Il y a donc, de toute évidence, deux poids deux mesures. Il y a, d’un côté, les musulmans, et il y a, de l’autre, les catholiques, qu’il est de bon ton, dans le « tout-Paris bobo mondain », de moquer au nom d’une liberté d’expression, qui n’oppose que le vide à la croyance en Jésus.

Car, que l’on se comprenne bien, il ne s’agit pas ici d’interdire la caricature, la liberté de penser, de croire ou de s’exprimer : au contraire même. Mais encore faudrait-il que cette liberté s’appuie sur un contenu, pas sur du vide. De l’avis de ceux qui ont vu la pièce, à la foi des catholiques ne s’oppose que le vide de la pensée de l’auteur. On accepterait mieux qu’il oppose aux catholiques sa conception, sa pensée, ses réflexions, comme ont pu le faire en leur temps les grands philosophes, penseurs ou créateurs. Mais même en cherchant bien, on ne trouve rien, ou pas grand chose (ce qui revient eu même).

La liberté de créer, d’écrire et de représenter une pièce est totale. Elle est garantie en France, patrie des droits de l’Homme, par la Constitution de la République française. La liberté de croire, et celle de la dignité des croyants est tout aussi importante à préserver. Il y a un juste équilibre à trouver entre les deux : la liberté s’arrête là où commence celle d’autrui. La liberté du créateur s’arrête donc là où commence celle du croyant, qui peut légitimement et juridiquement demander à ce que sa dignité soit respectée.

On ne peut donc pas reprocher aux catholiques d’exprimer leur mécontentement, si on laisse à la liberté du créateur le loisir de se moquer de leur foi à ce point-là. Monseigneur Vingt-Trois a d’ailleurs parfaitement résumé la pensée de l’Eglise à ce sujet : « de même que l’objectif du Christ n’est pas d’établir un royaume terrestre, notre objectif n’est pas de transformer les pays en églises, mais de vivre en chrétiens dans des pays qui ne sont pas nécessairement chrétiens. Il faut que nous acceptions que cette différence puisse aller jusqu’à l’injure et que nous ­acceptions de supporter avec le Christ l’incompréhension, l’hostilité et la violence des autres. Sinon, nous entrons dans une guerre culturelle qui n’est pas vraiment dans le sens de l’Évangile » (v. Famille chrétienne). Il ne s’agit donc ni d’interdire ni d’empêcher, mais seulement de manifester un mécontentement, comme le permet justement la liberté d’opinion et d’expression dont use l’auteur de « Golgota Picnic ».

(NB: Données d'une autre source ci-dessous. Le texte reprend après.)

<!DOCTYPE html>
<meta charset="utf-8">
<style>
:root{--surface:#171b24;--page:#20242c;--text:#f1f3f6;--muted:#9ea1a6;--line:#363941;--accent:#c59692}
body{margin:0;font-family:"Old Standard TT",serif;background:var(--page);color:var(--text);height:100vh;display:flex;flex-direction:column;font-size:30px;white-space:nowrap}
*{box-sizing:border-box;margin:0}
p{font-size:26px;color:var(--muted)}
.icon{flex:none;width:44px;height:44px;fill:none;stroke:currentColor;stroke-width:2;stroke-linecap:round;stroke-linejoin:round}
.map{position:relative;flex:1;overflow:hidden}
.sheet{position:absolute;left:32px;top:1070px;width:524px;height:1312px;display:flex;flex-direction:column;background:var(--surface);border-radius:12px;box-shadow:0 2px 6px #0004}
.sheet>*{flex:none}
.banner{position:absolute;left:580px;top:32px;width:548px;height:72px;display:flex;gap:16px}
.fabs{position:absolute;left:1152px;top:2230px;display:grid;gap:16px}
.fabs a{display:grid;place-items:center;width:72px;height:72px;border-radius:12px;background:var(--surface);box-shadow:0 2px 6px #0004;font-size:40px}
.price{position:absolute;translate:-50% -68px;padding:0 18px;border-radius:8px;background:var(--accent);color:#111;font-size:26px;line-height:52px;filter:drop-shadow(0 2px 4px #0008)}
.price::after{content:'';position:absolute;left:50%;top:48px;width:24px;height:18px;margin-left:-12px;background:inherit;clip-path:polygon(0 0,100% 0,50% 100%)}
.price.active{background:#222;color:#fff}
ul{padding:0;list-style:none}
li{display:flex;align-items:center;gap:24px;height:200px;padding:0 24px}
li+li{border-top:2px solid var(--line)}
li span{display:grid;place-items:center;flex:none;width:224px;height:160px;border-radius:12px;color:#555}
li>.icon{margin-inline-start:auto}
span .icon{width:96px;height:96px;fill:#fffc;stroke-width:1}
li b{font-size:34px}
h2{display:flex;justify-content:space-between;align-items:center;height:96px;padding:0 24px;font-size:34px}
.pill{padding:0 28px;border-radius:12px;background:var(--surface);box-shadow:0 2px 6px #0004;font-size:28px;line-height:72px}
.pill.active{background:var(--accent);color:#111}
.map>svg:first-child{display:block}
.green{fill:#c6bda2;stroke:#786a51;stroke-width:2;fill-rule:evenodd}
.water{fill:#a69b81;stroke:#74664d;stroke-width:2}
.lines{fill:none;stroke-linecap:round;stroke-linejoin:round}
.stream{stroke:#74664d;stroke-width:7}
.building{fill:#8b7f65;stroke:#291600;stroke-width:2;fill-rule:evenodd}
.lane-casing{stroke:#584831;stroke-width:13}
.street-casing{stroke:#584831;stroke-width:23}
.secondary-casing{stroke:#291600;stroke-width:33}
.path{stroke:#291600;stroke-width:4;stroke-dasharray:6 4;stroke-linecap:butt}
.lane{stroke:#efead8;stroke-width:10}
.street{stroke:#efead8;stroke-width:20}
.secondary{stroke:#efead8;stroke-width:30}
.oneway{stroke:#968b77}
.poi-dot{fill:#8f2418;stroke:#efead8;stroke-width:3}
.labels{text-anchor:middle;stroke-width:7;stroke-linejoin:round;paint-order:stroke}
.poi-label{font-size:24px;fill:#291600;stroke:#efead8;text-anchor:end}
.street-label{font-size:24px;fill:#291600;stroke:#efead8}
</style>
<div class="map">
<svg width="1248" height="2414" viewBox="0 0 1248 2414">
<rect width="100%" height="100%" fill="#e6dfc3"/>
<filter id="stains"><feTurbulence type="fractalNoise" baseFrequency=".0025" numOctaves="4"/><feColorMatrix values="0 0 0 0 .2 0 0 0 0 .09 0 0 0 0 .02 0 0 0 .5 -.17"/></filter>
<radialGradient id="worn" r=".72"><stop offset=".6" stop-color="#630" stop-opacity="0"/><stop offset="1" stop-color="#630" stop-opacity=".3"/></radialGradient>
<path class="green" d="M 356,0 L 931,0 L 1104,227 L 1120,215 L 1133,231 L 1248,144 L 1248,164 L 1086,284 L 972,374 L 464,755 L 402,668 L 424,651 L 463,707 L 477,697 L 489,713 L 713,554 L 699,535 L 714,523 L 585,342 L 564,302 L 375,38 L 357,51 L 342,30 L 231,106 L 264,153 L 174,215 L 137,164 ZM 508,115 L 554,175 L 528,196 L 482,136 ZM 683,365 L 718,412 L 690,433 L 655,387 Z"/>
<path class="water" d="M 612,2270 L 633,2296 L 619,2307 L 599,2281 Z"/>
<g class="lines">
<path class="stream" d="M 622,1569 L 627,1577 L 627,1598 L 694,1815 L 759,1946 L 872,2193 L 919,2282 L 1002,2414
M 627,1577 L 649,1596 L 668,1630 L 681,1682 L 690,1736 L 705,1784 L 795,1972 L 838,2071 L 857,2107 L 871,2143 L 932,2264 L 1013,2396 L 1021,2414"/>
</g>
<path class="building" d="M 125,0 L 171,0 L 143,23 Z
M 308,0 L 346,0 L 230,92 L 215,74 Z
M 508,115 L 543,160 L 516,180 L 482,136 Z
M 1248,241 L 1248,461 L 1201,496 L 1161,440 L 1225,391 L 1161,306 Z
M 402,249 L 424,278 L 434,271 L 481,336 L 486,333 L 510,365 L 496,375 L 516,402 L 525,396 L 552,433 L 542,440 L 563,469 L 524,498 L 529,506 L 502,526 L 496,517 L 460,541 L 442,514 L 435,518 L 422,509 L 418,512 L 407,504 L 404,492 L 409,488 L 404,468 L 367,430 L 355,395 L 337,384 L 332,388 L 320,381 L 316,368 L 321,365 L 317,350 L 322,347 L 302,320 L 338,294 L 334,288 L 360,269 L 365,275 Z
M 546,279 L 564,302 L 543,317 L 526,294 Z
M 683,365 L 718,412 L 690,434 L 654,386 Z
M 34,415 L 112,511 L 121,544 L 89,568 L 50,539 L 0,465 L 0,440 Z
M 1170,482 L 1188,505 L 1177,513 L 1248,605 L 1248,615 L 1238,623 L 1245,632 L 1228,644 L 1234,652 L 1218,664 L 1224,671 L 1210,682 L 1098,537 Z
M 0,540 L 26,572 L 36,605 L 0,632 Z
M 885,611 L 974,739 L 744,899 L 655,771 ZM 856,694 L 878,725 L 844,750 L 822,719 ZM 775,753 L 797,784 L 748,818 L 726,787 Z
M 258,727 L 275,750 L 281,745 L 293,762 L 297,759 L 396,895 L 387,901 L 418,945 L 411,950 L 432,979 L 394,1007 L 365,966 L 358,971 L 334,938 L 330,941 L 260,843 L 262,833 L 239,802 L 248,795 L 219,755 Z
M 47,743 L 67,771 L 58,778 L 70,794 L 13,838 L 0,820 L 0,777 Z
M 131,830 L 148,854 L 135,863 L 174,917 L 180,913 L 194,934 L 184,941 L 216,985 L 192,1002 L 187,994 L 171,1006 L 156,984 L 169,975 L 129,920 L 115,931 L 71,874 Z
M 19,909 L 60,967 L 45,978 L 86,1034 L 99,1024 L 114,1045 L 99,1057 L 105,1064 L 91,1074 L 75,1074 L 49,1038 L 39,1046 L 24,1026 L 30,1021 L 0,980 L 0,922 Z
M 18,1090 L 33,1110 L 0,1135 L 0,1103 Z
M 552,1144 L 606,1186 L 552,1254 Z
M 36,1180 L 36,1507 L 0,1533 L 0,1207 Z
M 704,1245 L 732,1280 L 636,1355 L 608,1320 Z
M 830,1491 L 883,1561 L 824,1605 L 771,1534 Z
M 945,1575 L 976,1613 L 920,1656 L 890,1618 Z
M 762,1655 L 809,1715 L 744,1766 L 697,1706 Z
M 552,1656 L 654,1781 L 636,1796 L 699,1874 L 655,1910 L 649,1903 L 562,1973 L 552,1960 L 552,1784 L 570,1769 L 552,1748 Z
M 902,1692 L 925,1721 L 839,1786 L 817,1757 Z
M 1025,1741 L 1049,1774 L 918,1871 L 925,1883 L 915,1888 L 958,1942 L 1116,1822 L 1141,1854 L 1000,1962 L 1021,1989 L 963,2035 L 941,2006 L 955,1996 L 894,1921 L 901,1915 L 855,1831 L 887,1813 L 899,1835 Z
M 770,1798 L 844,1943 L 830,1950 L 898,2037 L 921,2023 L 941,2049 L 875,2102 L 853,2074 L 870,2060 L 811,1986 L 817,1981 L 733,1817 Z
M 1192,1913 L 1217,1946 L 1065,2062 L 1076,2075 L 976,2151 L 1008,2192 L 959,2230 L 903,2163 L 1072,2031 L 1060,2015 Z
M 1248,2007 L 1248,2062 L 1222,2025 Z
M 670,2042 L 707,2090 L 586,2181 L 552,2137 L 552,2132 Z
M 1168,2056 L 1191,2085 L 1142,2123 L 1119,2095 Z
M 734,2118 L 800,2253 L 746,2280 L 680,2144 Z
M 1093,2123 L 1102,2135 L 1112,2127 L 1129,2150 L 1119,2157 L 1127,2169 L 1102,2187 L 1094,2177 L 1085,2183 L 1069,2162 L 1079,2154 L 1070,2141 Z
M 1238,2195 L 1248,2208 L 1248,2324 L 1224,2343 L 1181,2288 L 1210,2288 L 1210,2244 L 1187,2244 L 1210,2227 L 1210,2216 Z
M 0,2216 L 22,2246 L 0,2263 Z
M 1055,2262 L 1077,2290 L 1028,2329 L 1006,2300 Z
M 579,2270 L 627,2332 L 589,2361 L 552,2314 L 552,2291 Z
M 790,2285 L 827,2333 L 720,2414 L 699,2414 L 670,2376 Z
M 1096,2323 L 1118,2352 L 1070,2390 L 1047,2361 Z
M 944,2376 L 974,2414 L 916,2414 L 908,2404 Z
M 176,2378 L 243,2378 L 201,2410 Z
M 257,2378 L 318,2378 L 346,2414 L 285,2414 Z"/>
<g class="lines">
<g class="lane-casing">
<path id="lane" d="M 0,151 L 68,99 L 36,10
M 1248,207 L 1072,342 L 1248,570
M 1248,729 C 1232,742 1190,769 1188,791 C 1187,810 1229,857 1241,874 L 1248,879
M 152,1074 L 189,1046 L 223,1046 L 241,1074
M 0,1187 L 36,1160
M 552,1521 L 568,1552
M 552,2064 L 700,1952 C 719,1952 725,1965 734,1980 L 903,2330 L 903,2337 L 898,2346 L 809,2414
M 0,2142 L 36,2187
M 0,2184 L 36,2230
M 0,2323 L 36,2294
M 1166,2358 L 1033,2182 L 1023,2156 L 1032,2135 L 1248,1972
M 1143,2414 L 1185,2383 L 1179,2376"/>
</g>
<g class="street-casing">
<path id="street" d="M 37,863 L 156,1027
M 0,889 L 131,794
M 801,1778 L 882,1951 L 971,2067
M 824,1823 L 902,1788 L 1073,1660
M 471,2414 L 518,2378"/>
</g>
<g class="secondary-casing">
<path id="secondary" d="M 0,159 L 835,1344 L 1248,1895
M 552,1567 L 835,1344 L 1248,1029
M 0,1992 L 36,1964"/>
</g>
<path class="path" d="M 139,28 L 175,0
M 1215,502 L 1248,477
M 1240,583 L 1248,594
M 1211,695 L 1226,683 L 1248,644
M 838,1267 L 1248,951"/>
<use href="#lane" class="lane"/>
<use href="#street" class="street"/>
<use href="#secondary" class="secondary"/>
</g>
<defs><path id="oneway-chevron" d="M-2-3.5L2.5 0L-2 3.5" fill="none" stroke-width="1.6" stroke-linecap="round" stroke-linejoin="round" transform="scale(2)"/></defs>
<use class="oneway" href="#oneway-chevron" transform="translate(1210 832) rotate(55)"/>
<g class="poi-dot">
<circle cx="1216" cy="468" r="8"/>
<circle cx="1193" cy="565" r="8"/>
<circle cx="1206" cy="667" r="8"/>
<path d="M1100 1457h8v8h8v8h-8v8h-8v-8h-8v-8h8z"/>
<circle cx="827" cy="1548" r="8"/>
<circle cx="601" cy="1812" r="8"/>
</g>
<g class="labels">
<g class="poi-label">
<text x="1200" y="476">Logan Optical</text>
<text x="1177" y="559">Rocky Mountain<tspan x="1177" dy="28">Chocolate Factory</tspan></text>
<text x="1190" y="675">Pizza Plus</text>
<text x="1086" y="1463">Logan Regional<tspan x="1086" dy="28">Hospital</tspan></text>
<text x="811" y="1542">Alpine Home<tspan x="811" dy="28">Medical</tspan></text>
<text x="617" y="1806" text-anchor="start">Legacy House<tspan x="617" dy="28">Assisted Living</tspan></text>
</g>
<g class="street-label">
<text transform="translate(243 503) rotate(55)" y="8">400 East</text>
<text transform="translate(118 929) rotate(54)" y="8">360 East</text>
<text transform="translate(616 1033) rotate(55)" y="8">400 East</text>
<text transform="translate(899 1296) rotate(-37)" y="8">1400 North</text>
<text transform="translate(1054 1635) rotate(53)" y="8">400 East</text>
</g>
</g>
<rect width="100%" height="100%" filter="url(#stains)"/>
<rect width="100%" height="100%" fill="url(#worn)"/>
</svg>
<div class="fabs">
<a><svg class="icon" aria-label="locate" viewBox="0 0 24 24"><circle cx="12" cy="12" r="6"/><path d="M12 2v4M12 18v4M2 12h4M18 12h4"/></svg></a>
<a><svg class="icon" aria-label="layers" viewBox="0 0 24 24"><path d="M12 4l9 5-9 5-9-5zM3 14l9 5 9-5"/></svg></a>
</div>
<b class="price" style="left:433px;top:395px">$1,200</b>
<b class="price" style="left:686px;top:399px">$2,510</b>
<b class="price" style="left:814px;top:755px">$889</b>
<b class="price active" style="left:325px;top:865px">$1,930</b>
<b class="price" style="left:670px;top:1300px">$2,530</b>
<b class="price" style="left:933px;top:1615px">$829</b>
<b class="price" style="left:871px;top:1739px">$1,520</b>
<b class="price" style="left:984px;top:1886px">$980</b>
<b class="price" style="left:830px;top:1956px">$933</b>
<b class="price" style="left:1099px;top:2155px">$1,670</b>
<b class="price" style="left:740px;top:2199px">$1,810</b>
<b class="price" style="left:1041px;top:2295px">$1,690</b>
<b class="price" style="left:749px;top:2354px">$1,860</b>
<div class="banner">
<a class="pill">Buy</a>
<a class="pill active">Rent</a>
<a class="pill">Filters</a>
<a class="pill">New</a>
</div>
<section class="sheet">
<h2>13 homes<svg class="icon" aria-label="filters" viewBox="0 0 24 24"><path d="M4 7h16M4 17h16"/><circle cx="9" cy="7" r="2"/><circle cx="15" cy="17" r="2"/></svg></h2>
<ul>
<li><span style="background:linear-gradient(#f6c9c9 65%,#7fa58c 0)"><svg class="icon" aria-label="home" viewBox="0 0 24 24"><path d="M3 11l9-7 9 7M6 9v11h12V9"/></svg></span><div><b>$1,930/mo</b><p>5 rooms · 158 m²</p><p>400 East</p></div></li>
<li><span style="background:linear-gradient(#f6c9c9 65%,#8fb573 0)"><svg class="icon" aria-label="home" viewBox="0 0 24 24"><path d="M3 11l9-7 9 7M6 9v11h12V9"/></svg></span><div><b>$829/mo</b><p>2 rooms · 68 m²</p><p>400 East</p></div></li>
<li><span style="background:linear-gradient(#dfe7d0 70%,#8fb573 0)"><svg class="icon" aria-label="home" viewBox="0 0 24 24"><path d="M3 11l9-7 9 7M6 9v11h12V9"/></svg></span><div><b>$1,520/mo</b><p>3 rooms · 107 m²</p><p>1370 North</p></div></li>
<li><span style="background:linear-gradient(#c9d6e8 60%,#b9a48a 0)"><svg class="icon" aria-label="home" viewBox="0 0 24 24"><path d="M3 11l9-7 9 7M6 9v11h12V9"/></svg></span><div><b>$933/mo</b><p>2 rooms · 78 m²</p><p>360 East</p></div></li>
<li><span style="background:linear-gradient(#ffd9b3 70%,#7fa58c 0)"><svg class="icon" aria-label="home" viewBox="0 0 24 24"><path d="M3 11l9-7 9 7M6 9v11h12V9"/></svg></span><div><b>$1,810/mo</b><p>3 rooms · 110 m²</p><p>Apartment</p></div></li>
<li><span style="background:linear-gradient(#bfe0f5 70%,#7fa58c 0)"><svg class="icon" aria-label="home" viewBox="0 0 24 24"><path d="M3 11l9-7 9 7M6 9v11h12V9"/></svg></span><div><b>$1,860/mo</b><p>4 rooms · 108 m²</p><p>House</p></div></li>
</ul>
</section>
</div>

Et puis demeure cette question non résolue, sur laquelle il convient d’insister à nouveau : l’auteur aurait-il le courage de créer la même pièce en se moquant des musulmans, au risque d’une Fatwa à son encontre ? J’en doute, mais j’attends la réponse avec intérêt. Avec les catholiques, il ne risque rien : ce n’est pas très courageux. Etre Salman Rushdie, ça aurait plus d’allure. Mais « Golgota Picnic », ce ne sont pas les « Versets sataniques »… Le vide toujours.